I wanted to take a minute or two — this won’t be a short post, so be forewarned — to explain a lot of my recent “hustling, money- grubbing” tenor here and elsewhere. I am usually pretty embarrassed by talking about this and I’m not a big believer in the reverence people have lately for “hustle culture” or “the grind” so having to do it is really hard for me.

Read on, if you’re interested…

Right now, I’m working a fair amount in my usual “day job” as a freelance trainer/facilitator etc. And it appears — fingers crossed — that there’s for the first time in a while a lot of continued, prospective work ahead.

When it’s good, the money is good but not great. When it’s terrible — and it’s been mostly terrible for a while — it’s terrifying that things get as bad as they do.  I did get some recent grant money that helped to pull us out of the hole for the most part, but I am desperate about not getting there again. And if another car emergency or something happened, it would SUCK.

By creating workshops and pushing lately for new Patreon subscribers I’m trying to build some more sustainable side income that will help build a cushion to fall onto.

I’m also trying to find out what works before the next slow season for my contracting work, which is usually a brief stint in mid summer and a more sustained one from the end of November to February/March.
Because of vacations, companies tend not to book sessions in the summer, and the holidays and end of the fiscal year concerns make the second slow season more serious. ( I did no work in that field from mid-November till March this year. It HURT. Still recovering, slowly.)

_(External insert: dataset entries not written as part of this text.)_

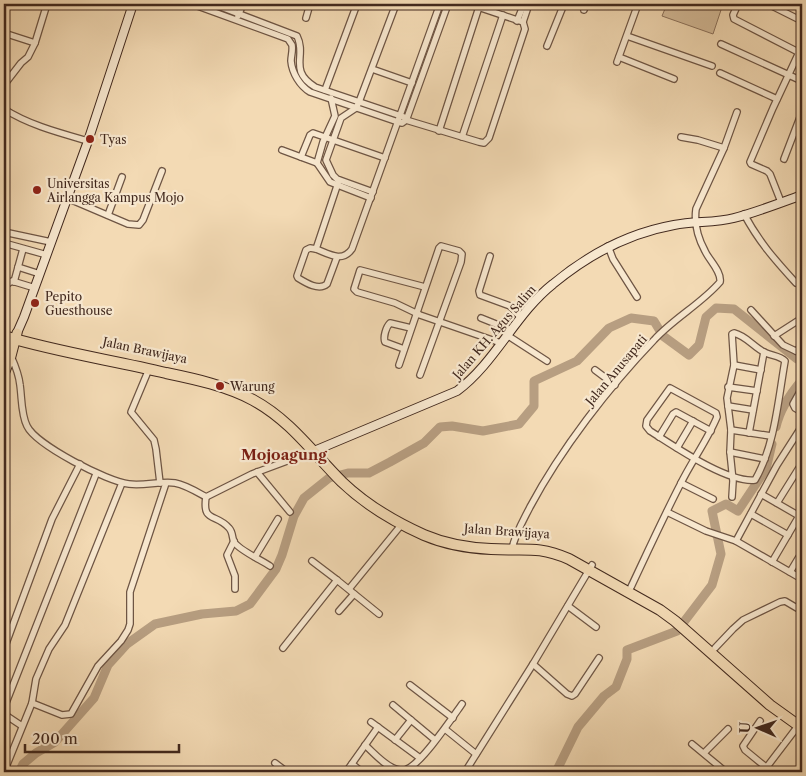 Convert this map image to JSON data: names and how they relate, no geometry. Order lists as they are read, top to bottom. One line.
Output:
{"streets":{"highway":["Jalan Brawijaya"],"street":["Jalan KH. Agus Salim","Jalan Anusapati"]},"crossings":[["Jalan KH. Agus Salim","Jalan Brawijaya"],["Jalan KH. Agus Salim","Jalan Anusapati"],["Jalan Brawijaya","Jalan Anusapati"]],"districts":["Mojoagung"],"places":["Tyas","Universitas Airlangga Kampus Mojo","Pepito Guesthouse","Warung"],"scale_bar":"200 m","north":"left"} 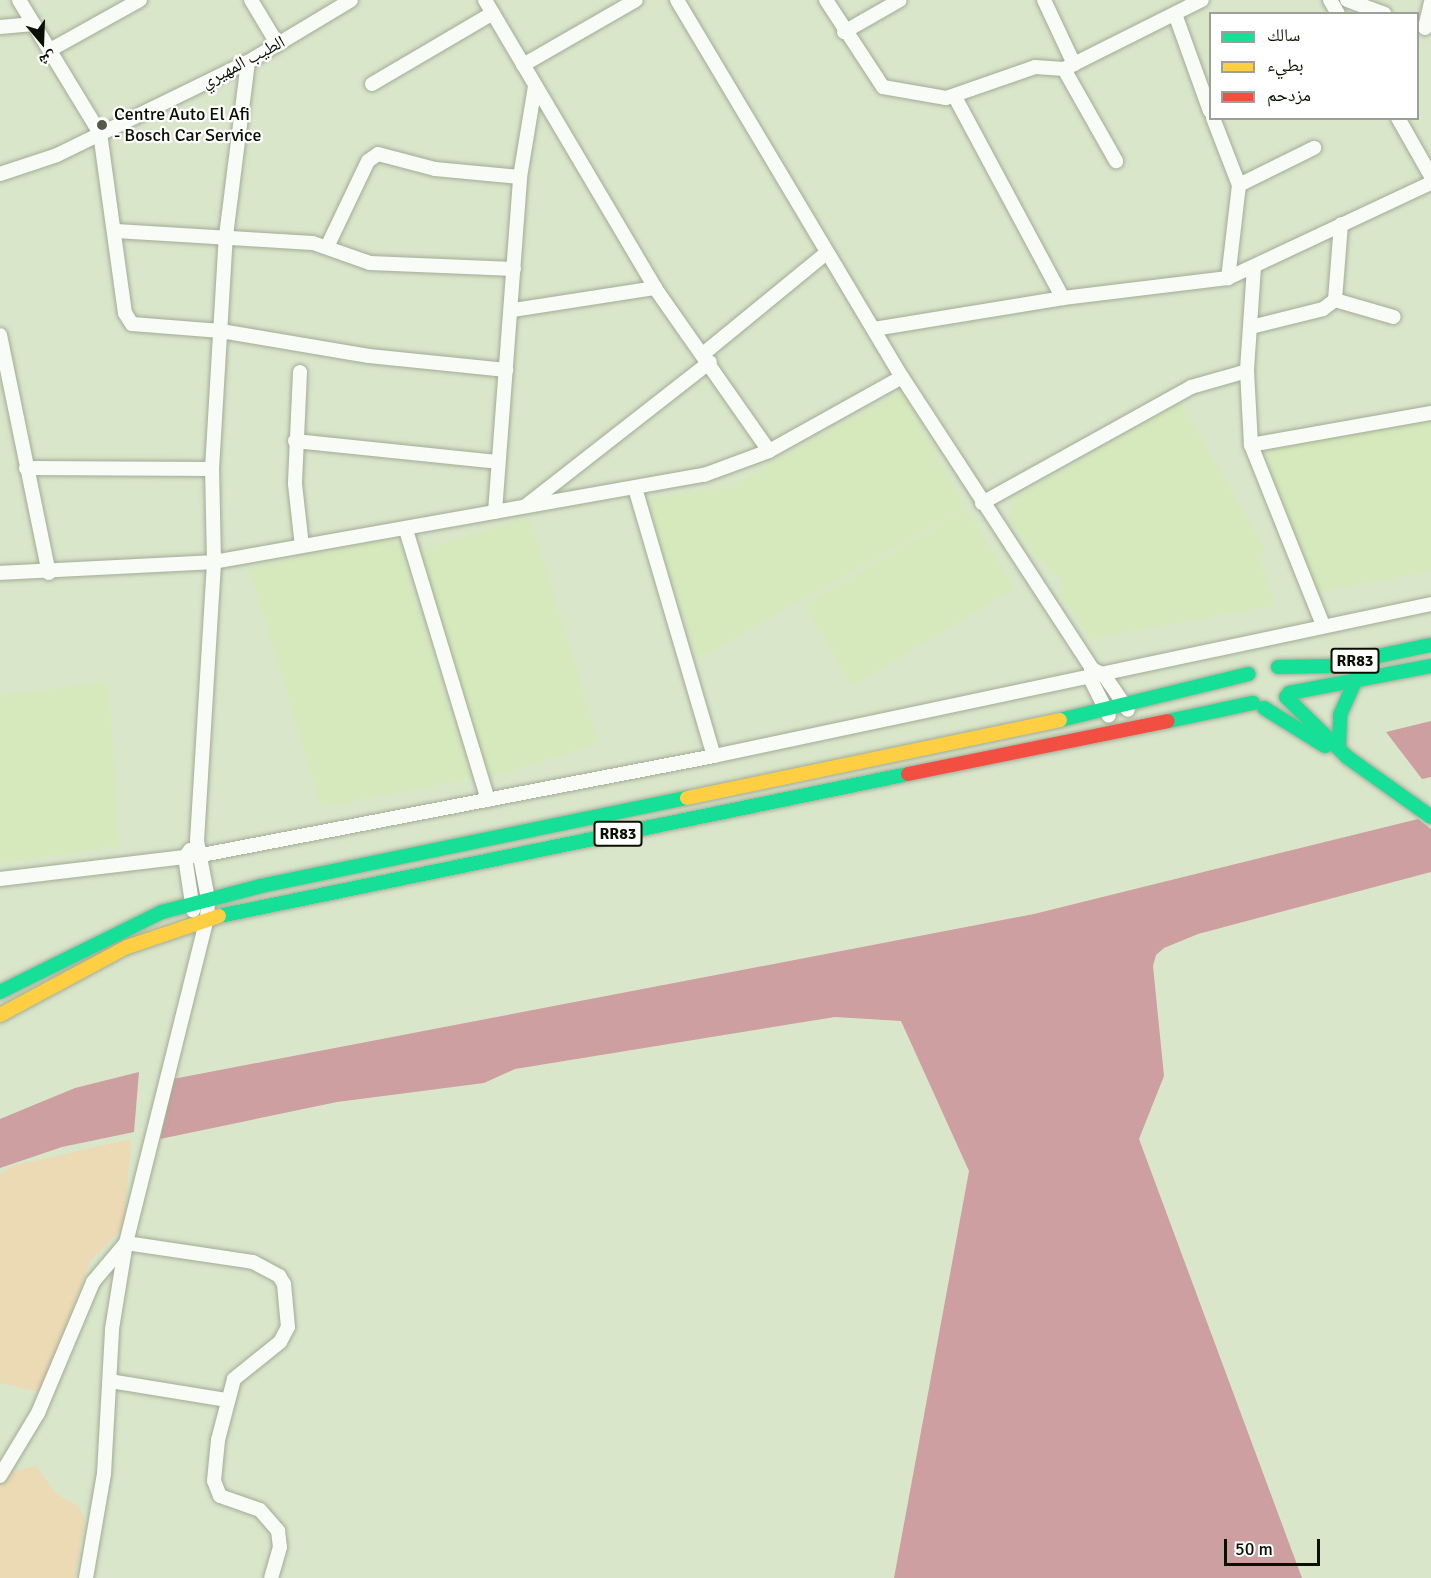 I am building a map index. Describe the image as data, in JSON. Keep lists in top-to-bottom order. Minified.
{"streets":{"main road":["RR83"],"street":["الطيب المهيري"]},"places":["Centre Auto El Afi - Bosch Car Service"],"legend":["سالك","بطيء","مزدحم"],"scale_bar":"50 m","north":"bottom"} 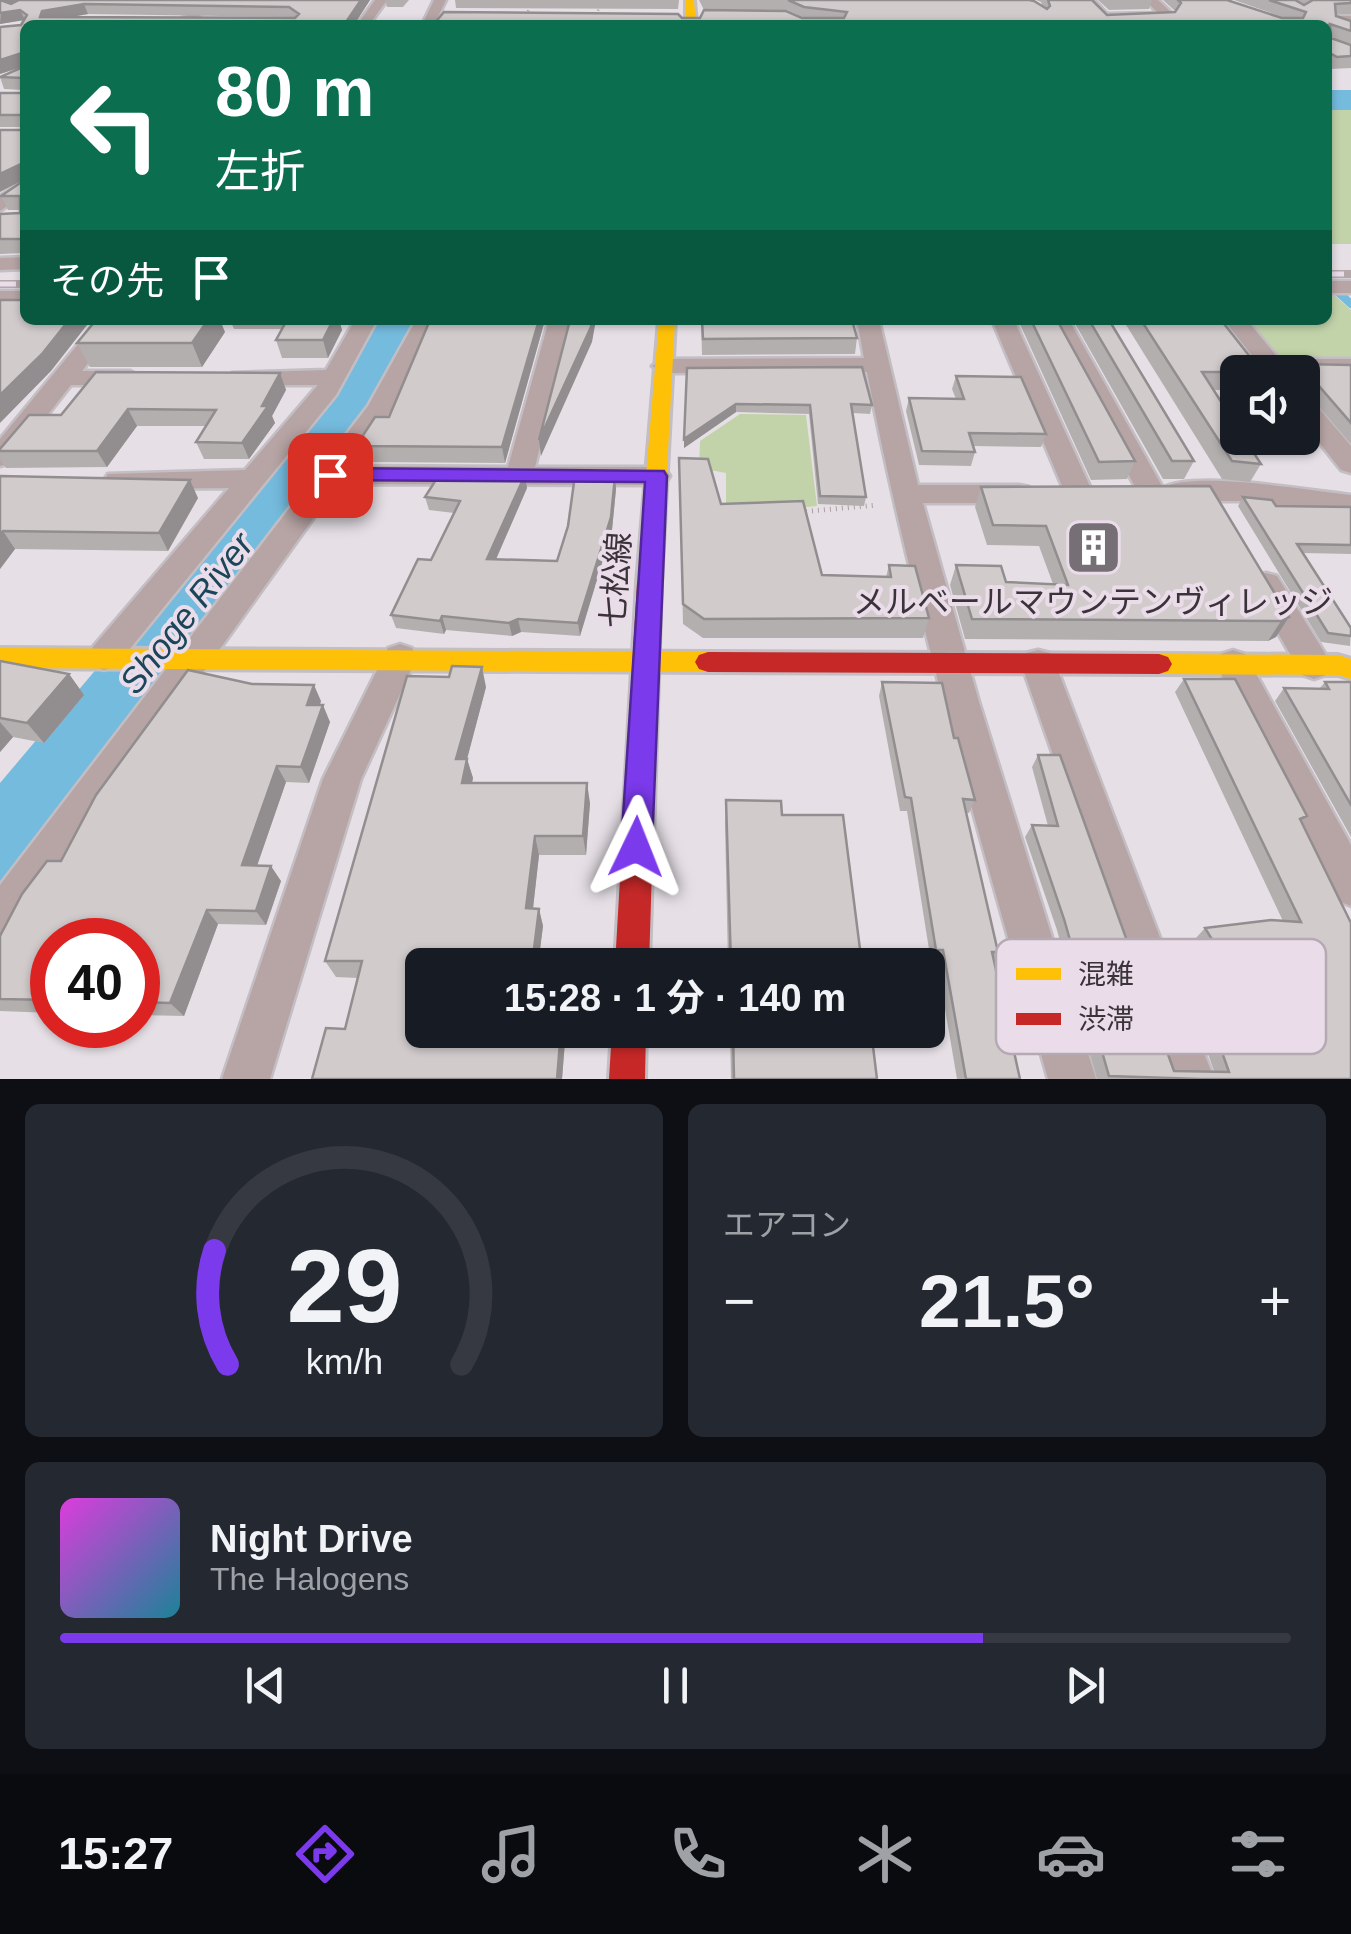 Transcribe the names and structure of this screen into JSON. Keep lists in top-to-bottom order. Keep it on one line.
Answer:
{"streets":{"street":["七松線"]},"water":["Shoge River"],"places":{"building":["メルベールマウンテンヴィレッジ"]},"legend":["混雑","渋滞"],"page":{"turn":["80 m","左折"],"then":"その先","limit":"40","trip":"15:28 · 1 分 · 140 m","tile":"エアコン","heat":["−","21.5°","+"],"song":["Night Drive","The Halogens"],"tabs":"15:27","gauge":["29","km/h"]}}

Add in the increasing amount of time I have to give to family issues. Mom is 95, mobility and hearing are terrible, and has moderate dementia. My sister has moved in with her and has her own health issues; of late I’ve been spending time there 3-5 days a week, sometimes more. I run my training session via Zoom from there as one way of ensuring I’m around pretty often. It’s 20 miles one way so gas has added an expense i’m not used to having since I’ve been working from home for years before this.

I really don’t get much time or energy to go out to readings, and I’m usually “Zoomed-out” by night so even online readings are sometimes too much.  Frankly, the stress is killing me. I’ve got other longstanding health issues too, of course, which I’m leaving off of this post beyond saying that.

So…when I post about workshops coming up, ask people to join Patreon, put out Venmo and PayPal requests, etc., to try and raise $, it’s not greed. It’s fear driving that. It’s pain and the like. And it’s a desire to not just ask but to give something back to those who donate or contribute.

I hate doing it. Hate it. I would prefer to just do my job, write, and make music. But…

I think that’s enough. 


Sixty-Three

At sixty-three I ought not to care
as much as I sometimes do 
about what people think

I mostly don’t except for
how much fear I carry
about how much I’ve begun to forget
about the past and
what’s back there that people
might not find palatable
or forgivable and here I am

at sixty-three and I’m fretting
about how I shouldn’t care
if I’ve been forgiven for things
I don’t recall doing and offenses
I don’t recall giving

why are the old days considered
the best days when people I know
from the old days won’t
bother with me and here I am

at sixty-three forcing myself
to walk down these old paths
mostly overgrown and invisible
as if something said don’t go there 
to everyone including me and
I neither listen nor care except

for the fear that I lost something
down one of them and somewhere 
down one of them is a person
I don’t recall having met
who will look at me and say 
you dropped this and I’ve
been holding it for you

and at sixty-three
it will not be
a good thing to have
to take and hold


Announcing Workshops…

Next month is National Poetry Month, an occasion I usually celebrate by doing the same damn things I always do.
This time, it’s gonna be different.

I will be offering TWO poetry workshops for patrons of my Patreon site who are the at the $10/month level or above…TWO!! 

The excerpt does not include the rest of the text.